TASK ITEM> Find the word "symbols" in the material below and gather every line that contains it.
■ ■ ■ ■ ■
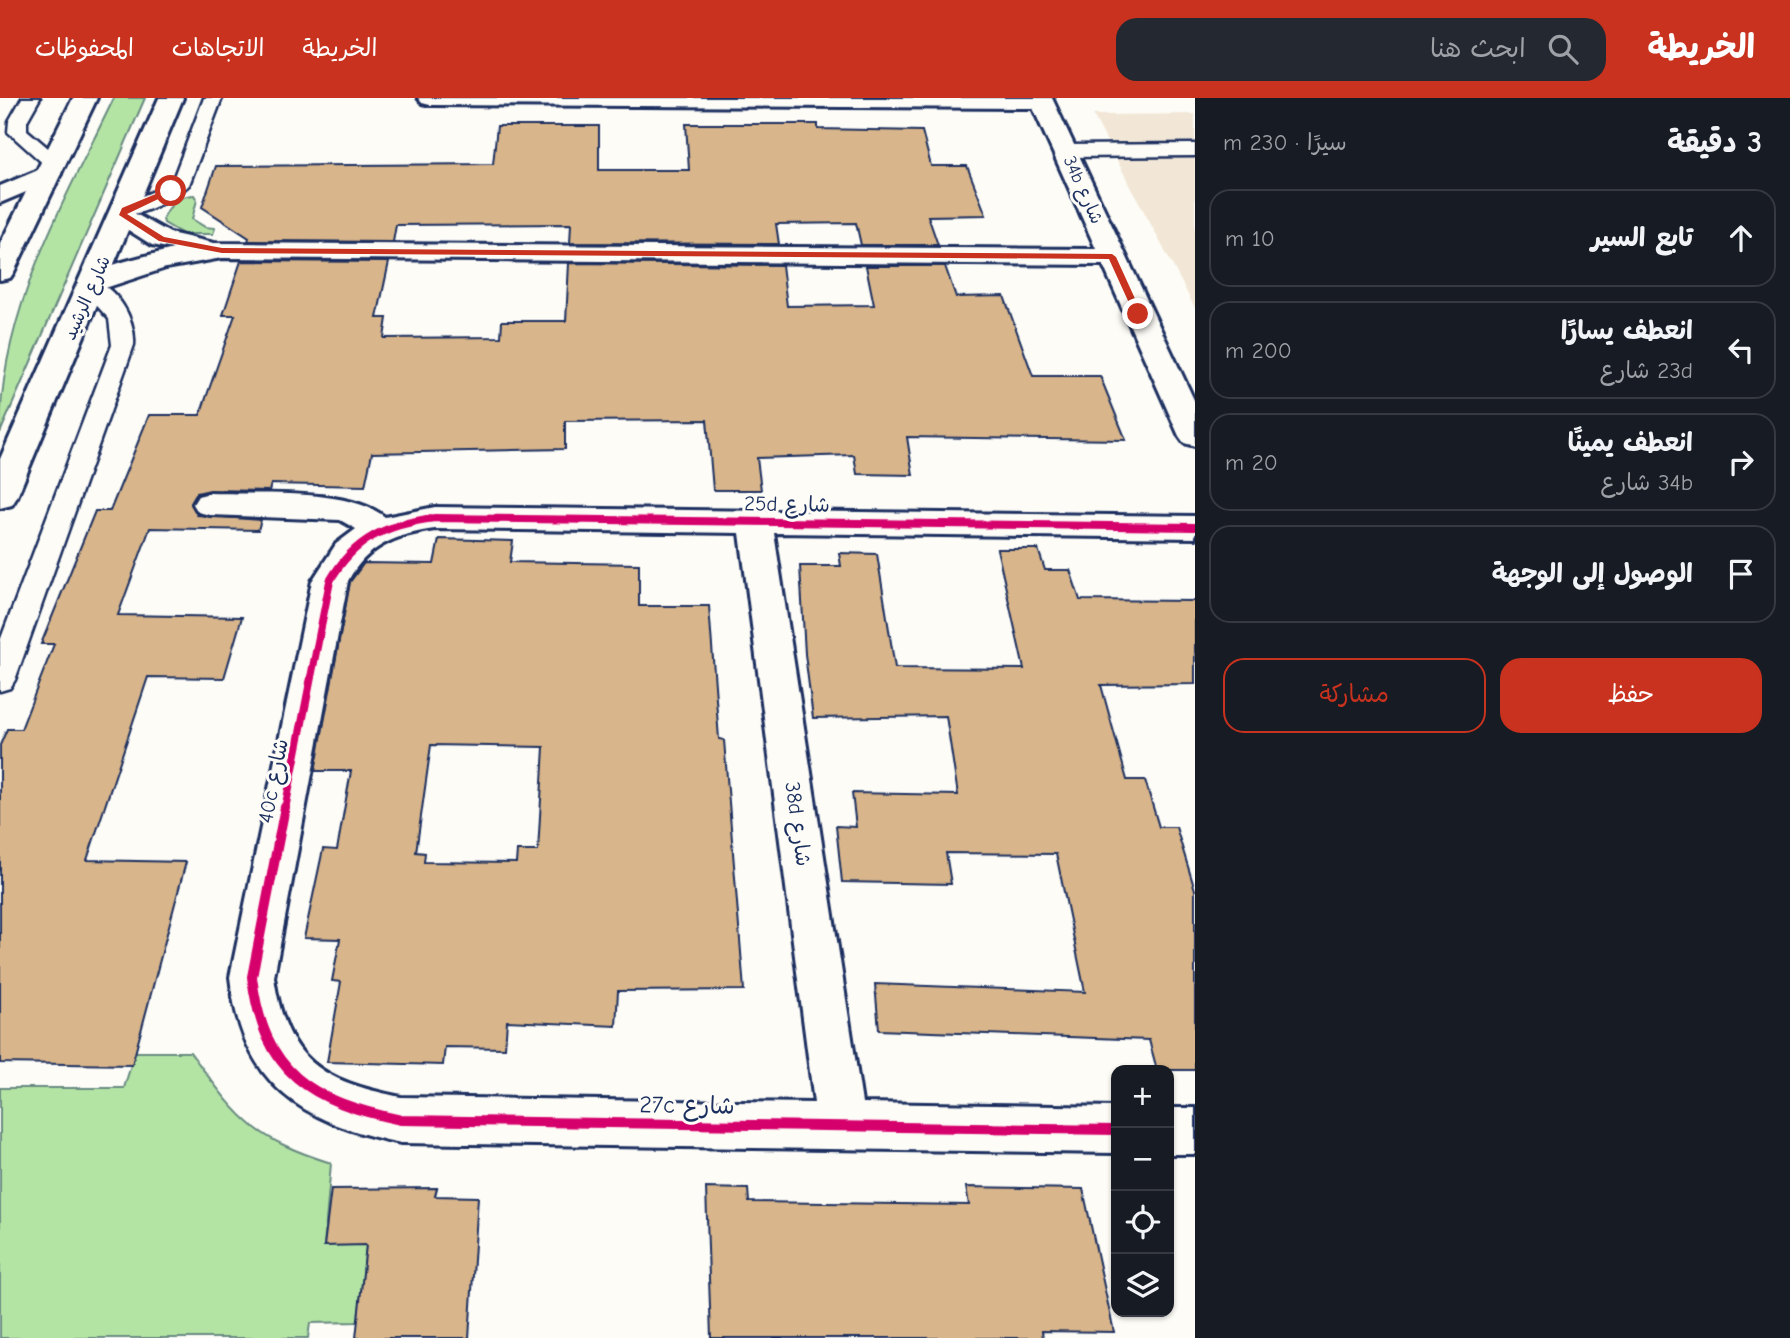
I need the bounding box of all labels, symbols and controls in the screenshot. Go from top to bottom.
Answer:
search box [1116,18,1606,81]
text: الخريطة [1648,28,1755,66]
icon: search [1544,30,1582,68]
text: المحفوظات [35,34,134,62]
text: الاتجاهات [172,34,265,62]
text: الخريطة [303,34,377,62]
text: ابحث هنا [1430,34,1526,64]
text: 3 دقيقة [1667,125,1762,160]
text: سيرًا · 230 m [1223,129,1347,156]
street label: 34b شارع [1058,153,1107,228]
route start [155,175,186,206]
icon: ahead [1722,219,1760,257]
text: تابع السير [1591,223,1693,253]
text: 10 m [1225,225,1275,252]
street label: شارع الرشيد [59,253,116,344]
route end [1122,298,1153,329]
text: انعطف يسارًا [1561,316,1693,346]
icon: left [1722,331,1760,369]
text: 200 m [1225,337,1292,364]
text: 23d شارع [1600,357,1693,384]
text: انعطف يمينًا [1568,428,1693,458]
icon: right [1722,443,1760,481]
text: 20 m [1225,449,1278,476]
text: 34b شارع [1600,469,1693,496]
street label: 25d شارع [744,491,830,520]
icon: arrive [1722,555,1760,593]
text: الوصول إلى الوجهة [1492,559,1693,589]
button: مشاركة [1223,658,1486,733]
button: حفظ [1500,658,1762,733]
street label: 40c شارع [253,737,296,826]
street label: 38d شارع [777,780,816,868]
map controls [1111,1065,1174,1317]
button: + [1111,1065,1174,1128]
street label: 27c شارع [639,1090,735,1123]
button: − [1111,1128,1174,1191]
button: locate [1111,1191,1174,1254]
button: layers [1111,1254,1174,1317]

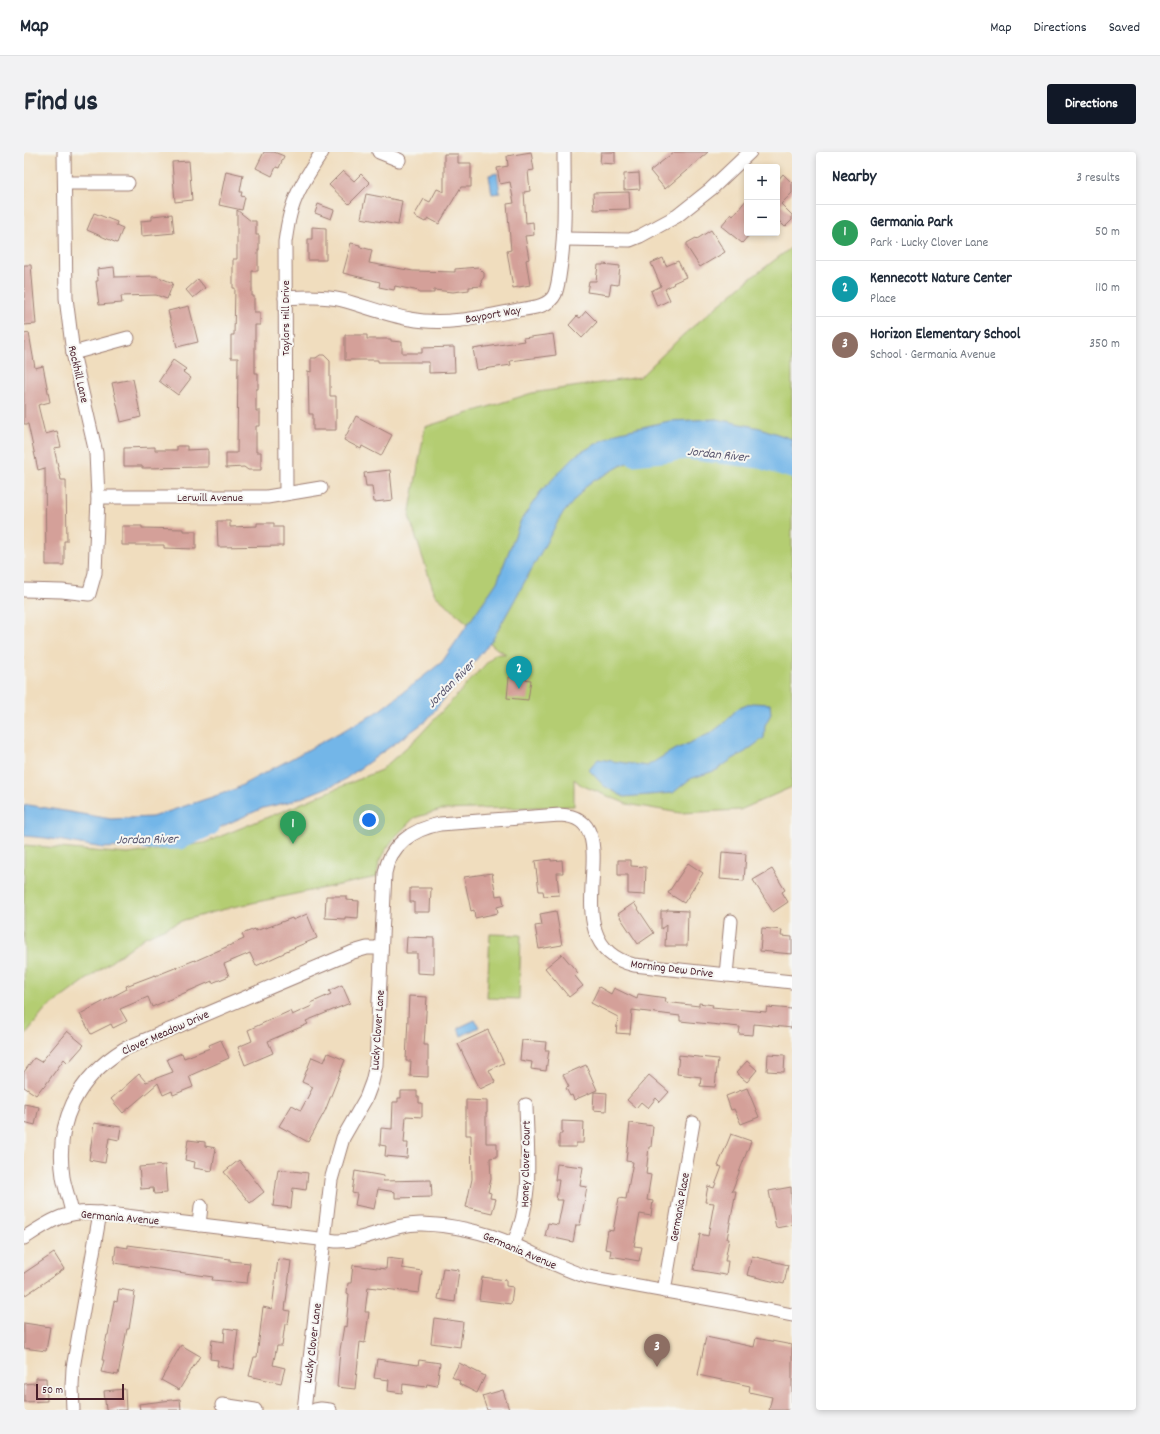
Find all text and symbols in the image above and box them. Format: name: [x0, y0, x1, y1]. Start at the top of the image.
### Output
■ ■ ■ ■ ■
RESPONSE AREA>
I need the bounding box of all labels, symbols and controls in the screenshot. Go from top to bottom.
Find all text and symbols in the image above and box them. Format: name: [x0, y0, x1, y1]. Start at the top of the image.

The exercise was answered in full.